With the pictures omitted, transcribe each line below exactly as it is.
** INFORMATION SUPPLIED follows **
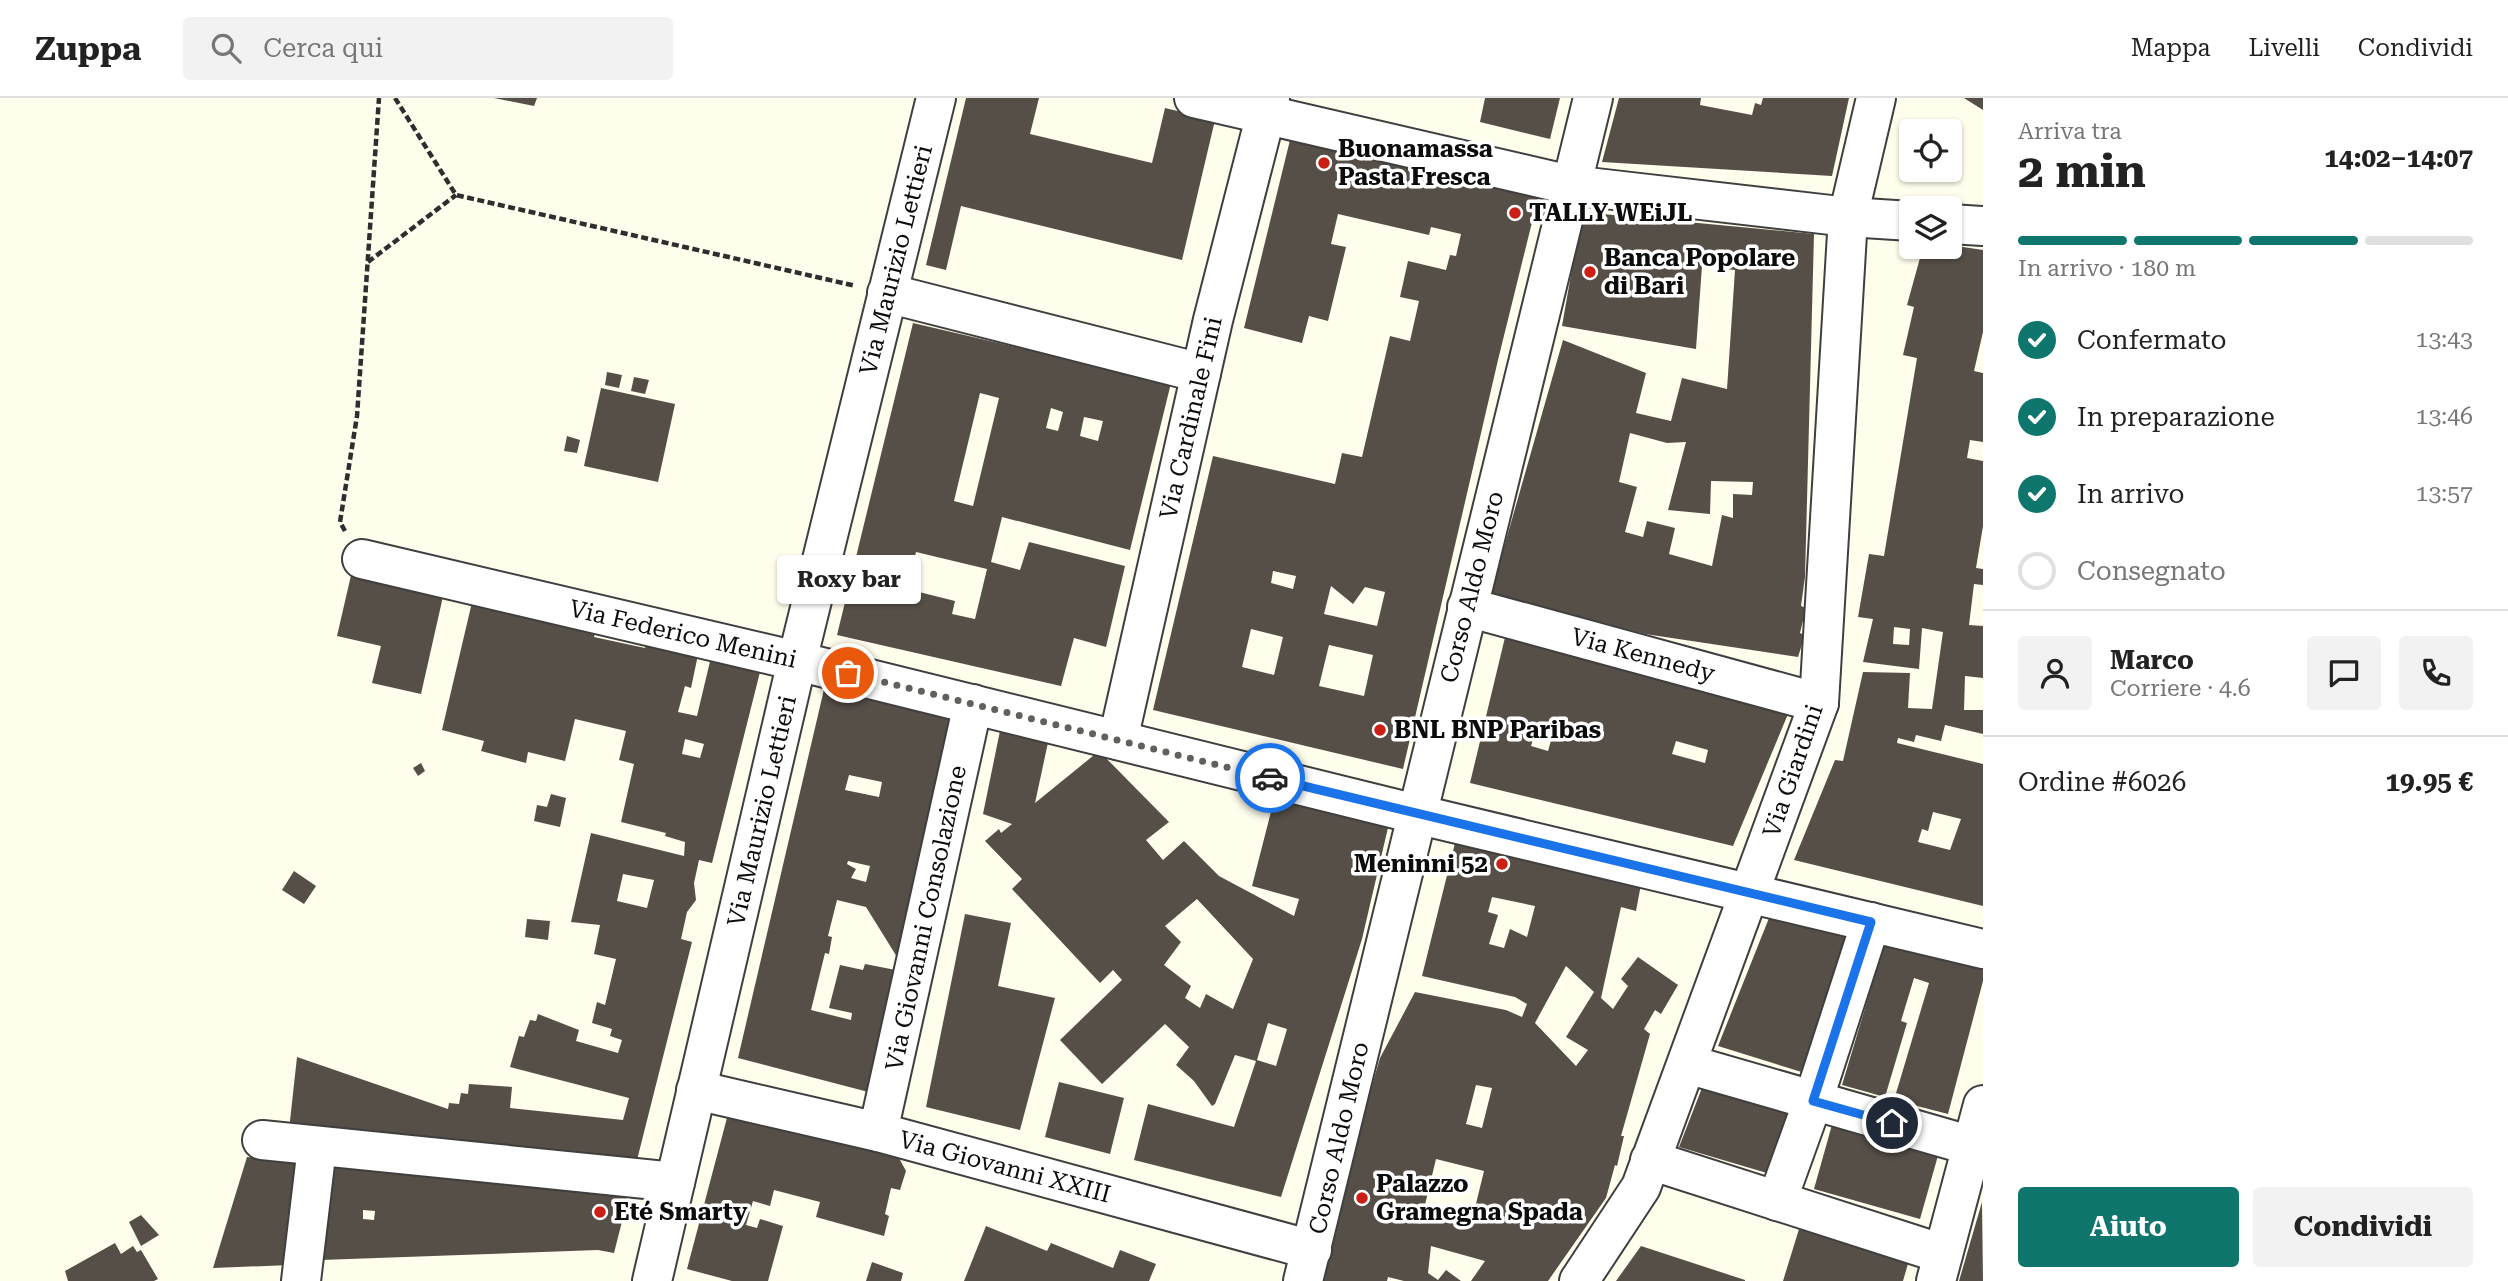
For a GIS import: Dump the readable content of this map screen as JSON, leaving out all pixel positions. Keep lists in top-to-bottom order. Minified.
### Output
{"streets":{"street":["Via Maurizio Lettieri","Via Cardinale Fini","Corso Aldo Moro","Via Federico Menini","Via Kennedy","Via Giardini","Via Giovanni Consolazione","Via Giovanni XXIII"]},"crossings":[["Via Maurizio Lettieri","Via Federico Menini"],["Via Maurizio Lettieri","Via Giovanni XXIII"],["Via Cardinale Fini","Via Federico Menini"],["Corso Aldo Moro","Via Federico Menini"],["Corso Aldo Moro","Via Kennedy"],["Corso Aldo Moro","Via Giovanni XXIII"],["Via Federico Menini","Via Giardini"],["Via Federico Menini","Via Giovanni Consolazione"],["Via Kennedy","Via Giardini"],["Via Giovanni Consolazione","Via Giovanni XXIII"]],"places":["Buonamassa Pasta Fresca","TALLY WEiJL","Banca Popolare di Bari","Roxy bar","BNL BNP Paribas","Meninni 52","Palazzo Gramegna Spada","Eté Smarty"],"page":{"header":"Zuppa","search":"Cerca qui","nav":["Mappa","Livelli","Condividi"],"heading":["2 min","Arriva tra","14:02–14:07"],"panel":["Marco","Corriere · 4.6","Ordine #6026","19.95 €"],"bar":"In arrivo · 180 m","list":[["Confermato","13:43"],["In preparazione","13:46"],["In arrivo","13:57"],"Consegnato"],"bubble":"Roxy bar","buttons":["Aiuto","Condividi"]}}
** End of INFORMATION SUPPLIED **
◆ RESPONSE TO THE TASK
For a GIS import: Dump the readable content of this map screen as JSON, leaving out all pixel positions. Keep lists in top-to-bottom order. Minified.
### Output
{"streets":{"street":["Via Maurizio Lettieri","Via Cardinale Fini","Corso Aldo Moro","Via Federico Menini","Via Kennedy","Via Giardini","Via Giovanni Consolazione","Via Giovanni XXIII"]},"crossings":[["Via Maurizio Lettieri","Via Federico Menini"],["Via Maurizio Lettieri","Via Giovanni XXIII"],["Via Cardinale Fini","Via Federico Menini"],["Corso Aldo Moro","Via Federico Menini"],["Corso Aldo Moro","Via Kennedy"],["Corso Aldo Moro","Via Giovanni XXIII"],["Via Federico Menini","Via Giardini"],["Via Federico Menini","Via Giovanni Consolazione"],["Via Kennedy","Via Giardini"],["Via Giovanni Consolazione","Via Giovanni XXIII"]],"places":["Buonamassa Pasta Fresca","TALLY WEiJL","Banca Popolare di Bari","Roxy bar","BNL BNP Paribas","Meninni 52","Palazzo Gramegna Spada","Eté Smarty"],"page":{"header":"Zuppa","search":"Cerca qui","nav":["Mappa","Livelli","Condividi"],"heading":["2 min","Arriva tra","14:02–14:07"],"panel":["Marco","Corriere · 4.6","Ordine #6026","19.95 €"],"bar":"In arrivo · 180 m","list":[["Confermato","13:43"],["In preparazione","13:46"],["In arrivo","13:57"],"Consegnato"],"bubble":"Roxy bar","buttons":["Aiuto","Condividi"]}}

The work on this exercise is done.